On Windows, use `set` instead of `export`.



Some examples use the AWS provider and have the region argument set for it.  You can change th region in the Terraform code if desired.



## Running the Examples

To run the example, do the following unless otherwise instructed:

1. Navigate to the example's directory.

1. Run `terraform init`.

1. Run `terraform apply`.



## First Class Expressions Example

The [First Class Expressions](./first-class-expressions) example creates an AWS VPC, a subnet, a network interface, and an EC2 instance. It illustrates the following new features:

1. Referencing of Terraform variables and resource arguments without interpolation using [First Class Expressions](https://www.hashicorp.com/blog/terraform-0-12-preview-first-class-expressions). (Note that this blog post refers to "attributes" instead of to "arguments".)

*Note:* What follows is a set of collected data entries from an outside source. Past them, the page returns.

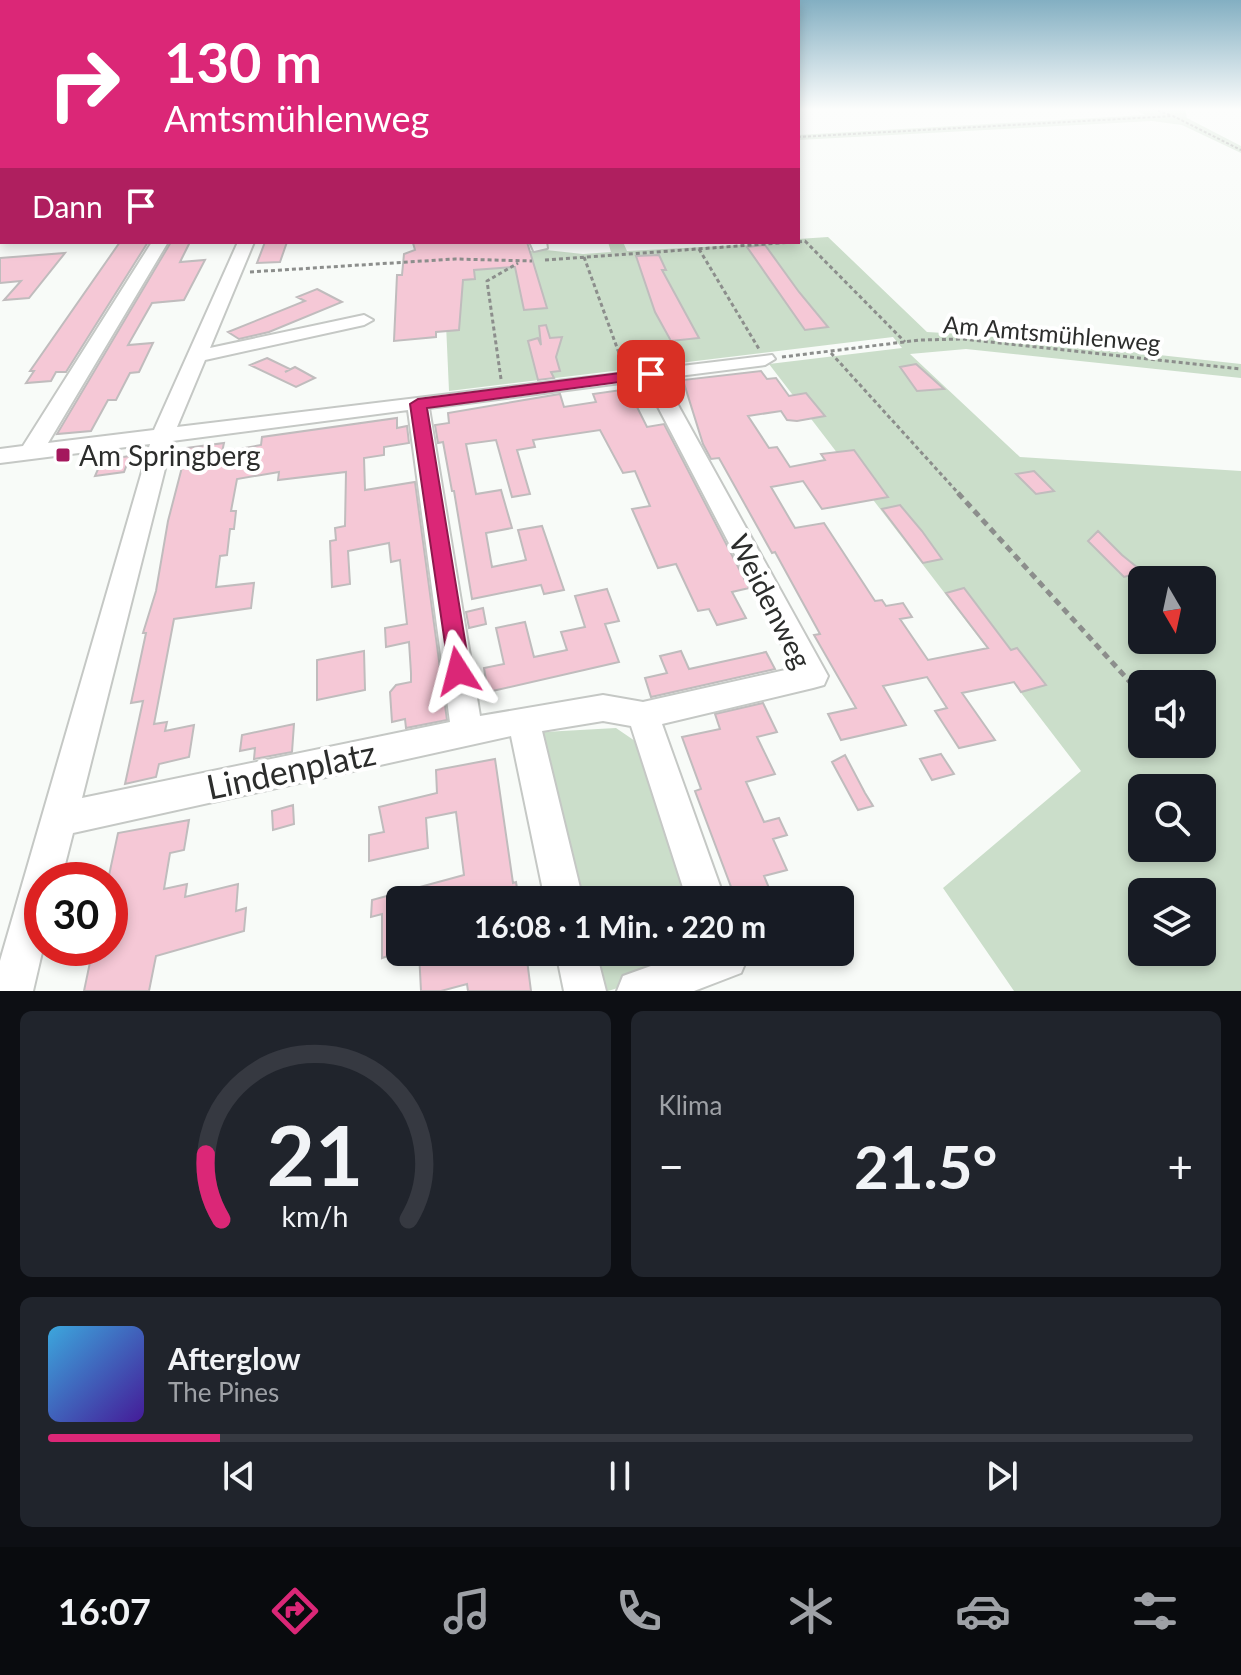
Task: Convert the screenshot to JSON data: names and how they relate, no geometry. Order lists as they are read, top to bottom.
{
  "streets": {
    "street": ["Weidenweg", "Lindenplatz"],
    "path": ["Am Amtsmühlenweg"]
  },
  "crossings": [
    ["Weidenweg", "Lindenplatz"]
  ],
  "places": {
    "transit": ["Am Springberg"]
  },
  "north": "bottom",
  "page": {
    "turn": ["130 m", "Amtsmühlenweg"],
    "then": "Dann",
    "limit": "30",
    "trip": "16:08 · 1 Min. · 220 m",
    "tile": "Klima",
    "heat": ["−", "21.5°", "+"],
    "song": ["Afterglow", "The Pines"],
    "tabs": "16:07",
    "gauge": ["21", "km/h"]
  }
}
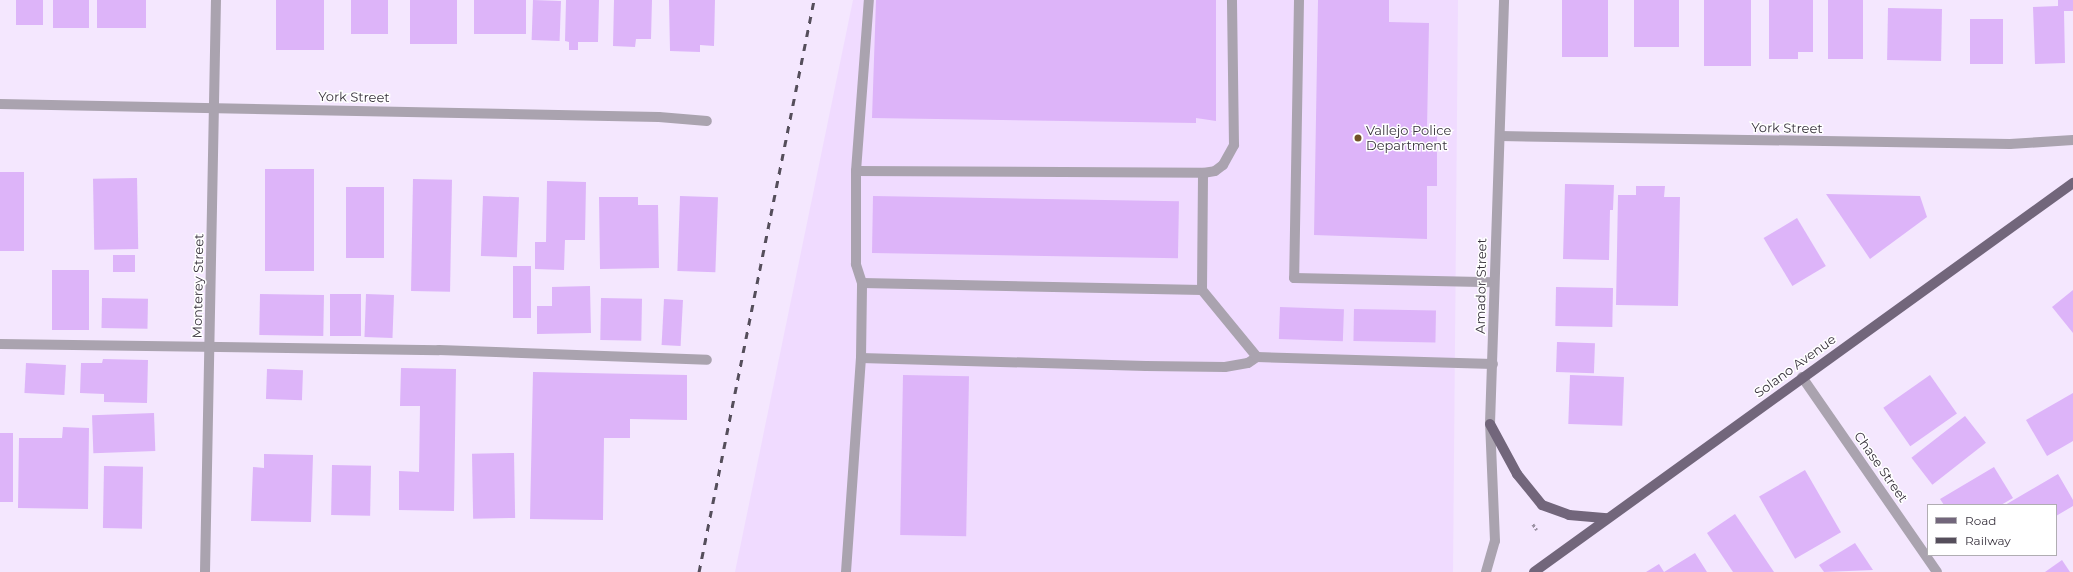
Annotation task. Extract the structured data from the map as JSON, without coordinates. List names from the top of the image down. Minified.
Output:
{"streets":{"main road":["Solano Avenue"],"street":["York Street","Monterey Street","Amador Street","Chase Street"]},"crossings":[["York Street","Monterey Street"],["York Street","Amador Street"],["Solano Avenue","Chase Street"]],"places":["Vallejo Police Department"],"legend":["Road","Railway"]}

1. The need to include `=` when setting the value for arguments of type map or list.



In particular, the Terraform code that creates the VPC refers to the variable called vpc_name directly (`Name = var.vpc_name`) without using interpolation which would have used `${var.vpc_name}`. Other code in this example also directly refers to the id of the VPC (`vpc_id = aws_vpc.my_vpc.id`) in the subnet resource, to the id of the subnet (`subnet_id = aws_subnet.my_subnet.id`) in the network interface resource, and to the id of the network interface (`network_interface_id = aws_network_interface.foo.id`) in the EC2 instance. In a similar fashion, the output refers to the private_dns attribute (`value = aws_instance.foo.private_dns`) of the EC2 instance.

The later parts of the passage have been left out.